Your goal. Identify, in the records below, every line where the string "Griffiths" appears, and copy each such line.

Information shown.
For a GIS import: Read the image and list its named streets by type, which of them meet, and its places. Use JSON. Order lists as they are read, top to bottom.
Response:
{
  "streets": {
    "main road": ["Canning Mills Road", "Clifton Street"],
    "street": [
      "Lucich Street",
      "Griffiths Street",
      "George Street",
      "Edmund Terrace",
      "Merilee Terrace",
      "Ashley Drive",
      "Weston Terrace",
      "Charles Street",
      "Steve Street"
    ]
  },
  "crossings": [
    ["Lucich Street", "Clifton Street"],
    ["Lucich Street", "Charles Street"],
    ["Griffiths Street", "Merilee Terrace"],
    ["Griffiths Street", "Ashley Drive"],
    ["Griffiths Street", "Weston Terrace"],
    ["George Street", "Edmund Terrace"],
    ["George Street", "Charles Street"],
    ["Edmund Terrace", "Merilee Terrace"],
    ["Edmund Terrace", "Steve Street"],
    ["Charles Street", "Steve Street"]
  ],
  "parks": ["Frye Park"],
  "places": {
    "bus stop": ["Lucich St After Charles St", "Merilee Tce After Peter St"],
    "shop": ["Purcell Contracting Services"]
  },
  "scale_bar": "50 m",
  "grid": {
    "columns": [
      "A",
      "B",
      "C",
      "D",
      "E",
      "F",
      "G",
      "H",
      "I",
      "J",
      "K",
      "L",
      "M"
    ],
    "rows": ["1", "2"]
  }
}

Written response.
      "Griffiths Street",
    ["Griffiths Street", "Merilee Terrace"],
    ["Griffiths Street", "Ashley Drive"],
    ["Griffiths Street", "Weston Terrace"],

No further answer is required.